7.2.1. Do the observations come from a particular distribution?

7. Product and Process Comparisons
7.2. Comparisons based on data from one process

7.2.1. Do the observations come from a particular distribution?

Data are often assumed to come from a particular distribution.

Goodness-of-fit tests indicate whether or not it is reasonable to assume that a random sample comes from a specific distribution. Statistical techniques often rely on observations having come from a population that has a distribution of a specific form (e.g., normal, lognormal, Poisson, etc.). Standard control charts for continuous measurements, for instance, require that the data come from a normal distribution. Accurate lifetime modeling requires specifying the correct distributional model. There may be historical or theoretical reasons to assume that a sample comes from a particular population, as well. Past data may have consistently fit a known distribution, for example, or theory may predict that the underlying population should be of a specific form.
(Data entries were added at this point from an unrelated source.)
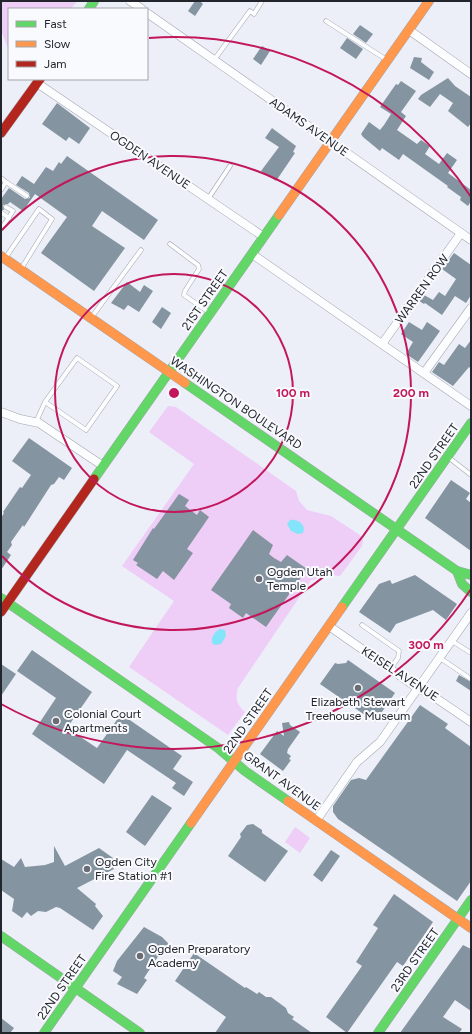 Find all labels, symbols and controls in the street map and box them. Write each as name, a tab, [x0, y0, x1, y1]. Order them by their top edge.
legend	[8, 8, 148, 80]
text: Fast	[44, 17, 67, 31]
text: Slow	[44, 37, 71, 51]
text: Jam	[44, 57, 67, 71]
street label: ADAMS AVENUE	[267, 95, 351, 159]
street label: OGDEN AVENUE	[107, 128, 193, 192]
street label: WARREN ROW	[392, 251, 452, 326]
street label: 21ST STREET	[179, 267, 231, 333]
street label: WASHINGTON BOULEVARD	[168, 354, 304, 452]
centre of rings	[167, 386, 181, 400]
text: 100 m	[276, 386, 310, 400]
text: 200 m	[393, 386, 429, 400]
street label: 22ND STREET	[406, 420, 462, 491]
place label: Ogden Utah Temple	[267, 565, 333, 593]
marker: Ogden Utah Temple	[254, 574, 264, 584]
text: 300 m	[408, 638, 444, 652]
street label: KEISEL AVENUE	[359, 644, 441, 704]
marker: Elizabeth Stewart Treehouse Museum	[353, 683, 363, 693]
street label: 22ND STREET	[220, 685, 276, 756]
place label: Elizabeth Stewart Treehouse Museum	[306, 695, 410, 723]
place label: Colonial Court Apartments	[64, 707, 142, 735]
marker: Colonial Court Apartments	[51, 716, 61, 726]
street label: GRANT AVENUE	[241, 748, 323, 814]
place label: Ogden City Fire Station #1	[95, 855, 172, 883]
marker: Ogden City Fire Station #1	[82, 864, 92, 874]
street label: 23RD STREET	[388, 925, 442, 994]
place label: Ogden Preparatory Academy	[148, 942, 251, 970]
street label: 22ND STREET	[34, 951, 90, 1022]
marker: Ogden Preparatory Academy	[135, 951, 145, 961] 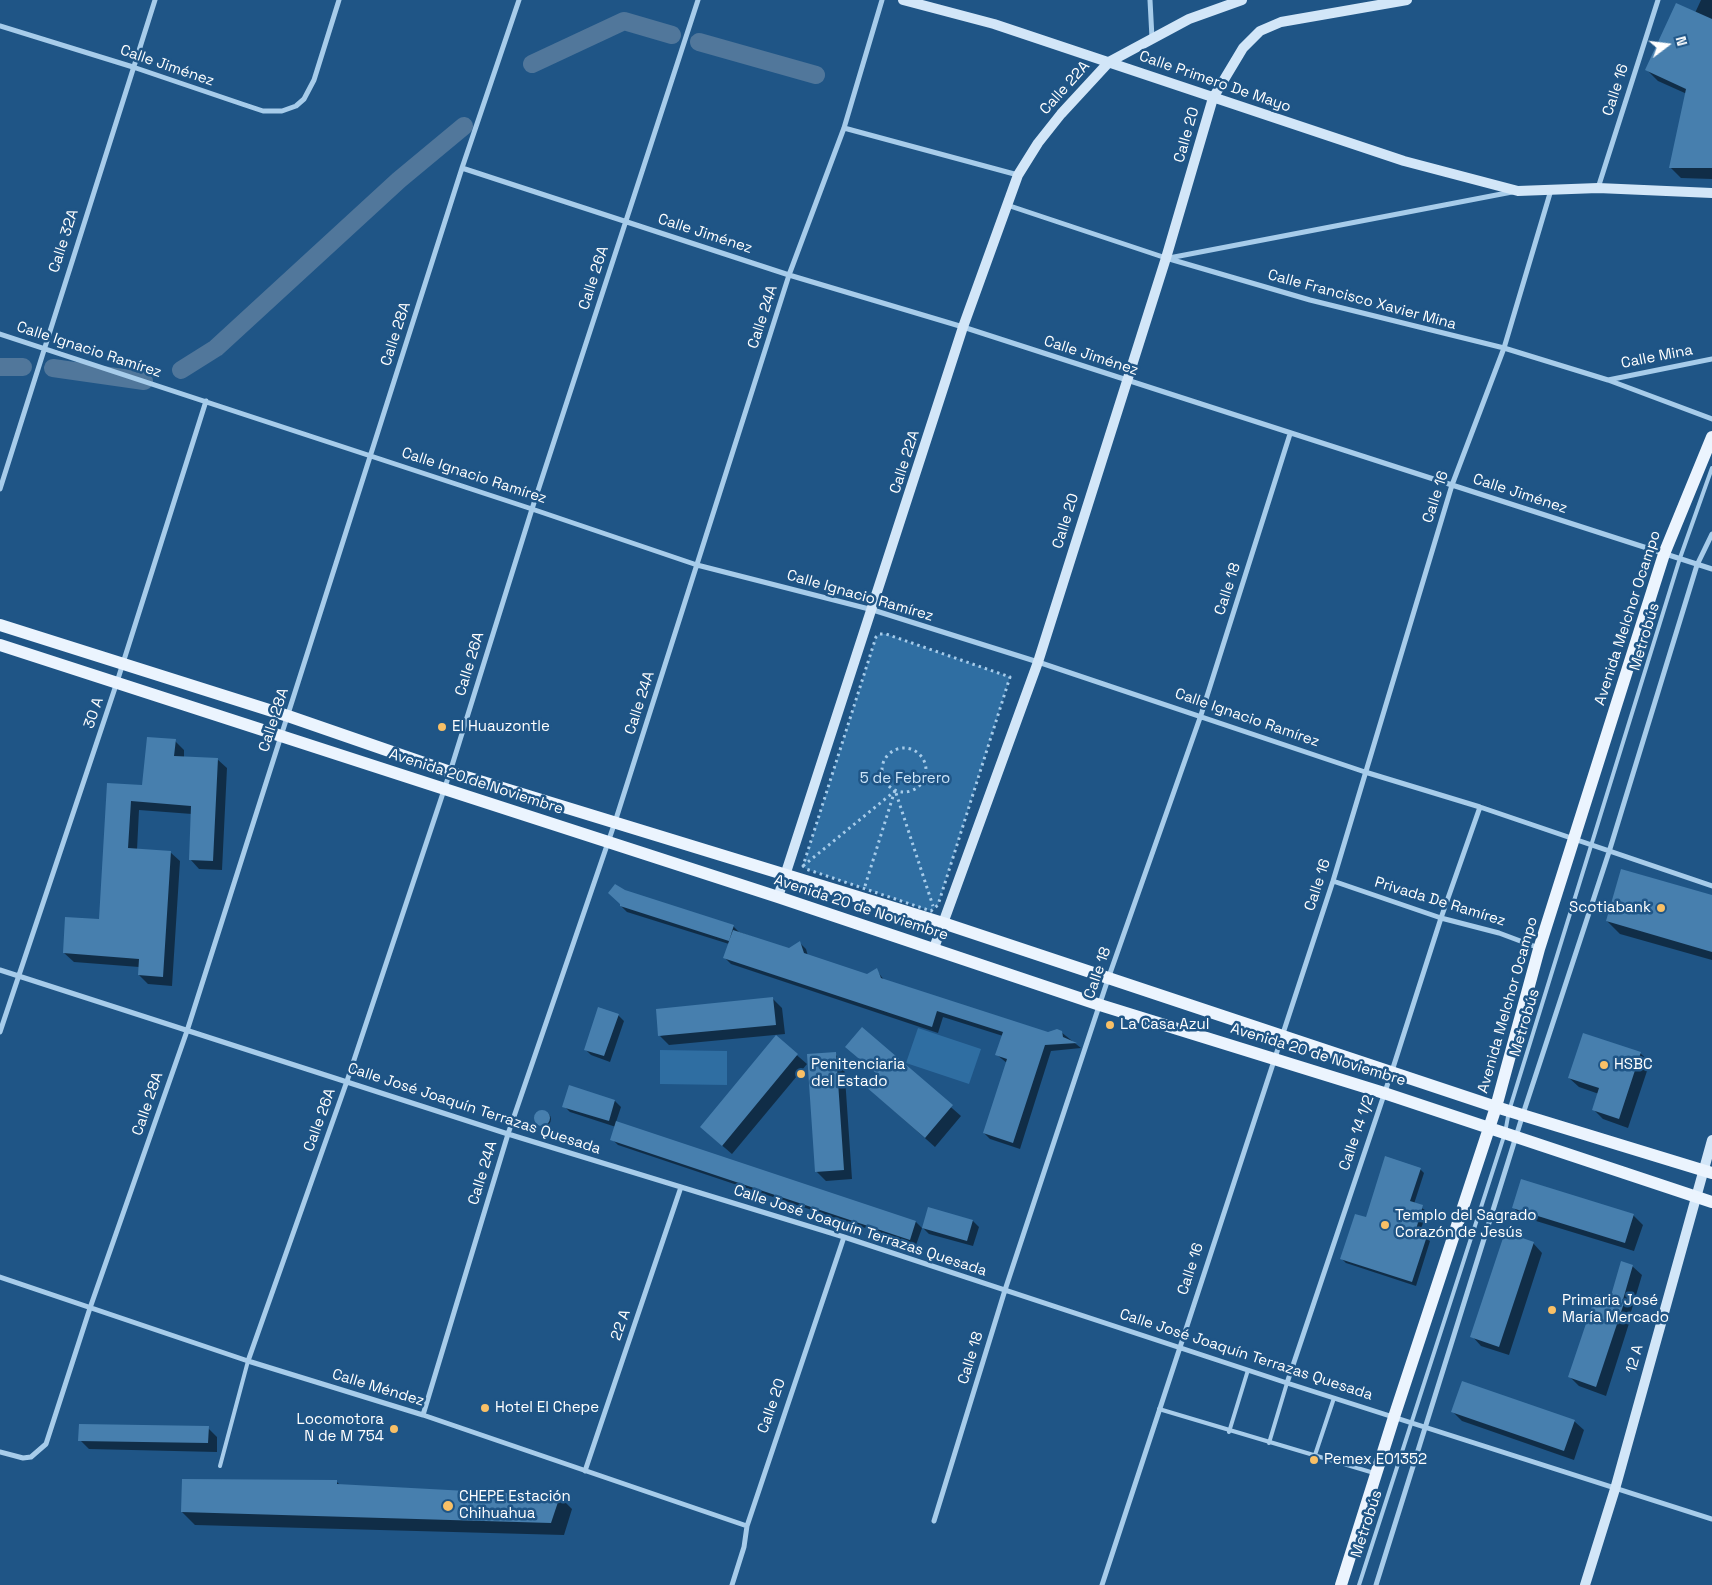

Hypothesis Test model for Goodness-of-fit

Goodness-of-fit tests are a form of hypothesis testing where the null and alternative hypotheses are

\(H_0\): Sample data come from the stated distribution.
\(H_a\): Sample data do not come from the stated distribution.

Parameters may be assumed or estimated from the data

One needs to consider whether a simple or composite hypothesis is being tested. For a simple hypothesis, values of the distribution's parameters are specified prior to drawing the sample. For a composite hypothesis, one or more of the parameters is unknown. Often, these parameters are estimated using the sample observations.

A simple hypothesis would be:

\(H_0\): Data are from a normal distribution, \(\mu=0\) and \(\sigma=1\).

A composite hypothesis would be:

\(H_0\): Data are from a normal distribution, unknown \(\mu\) and \(\sigma\).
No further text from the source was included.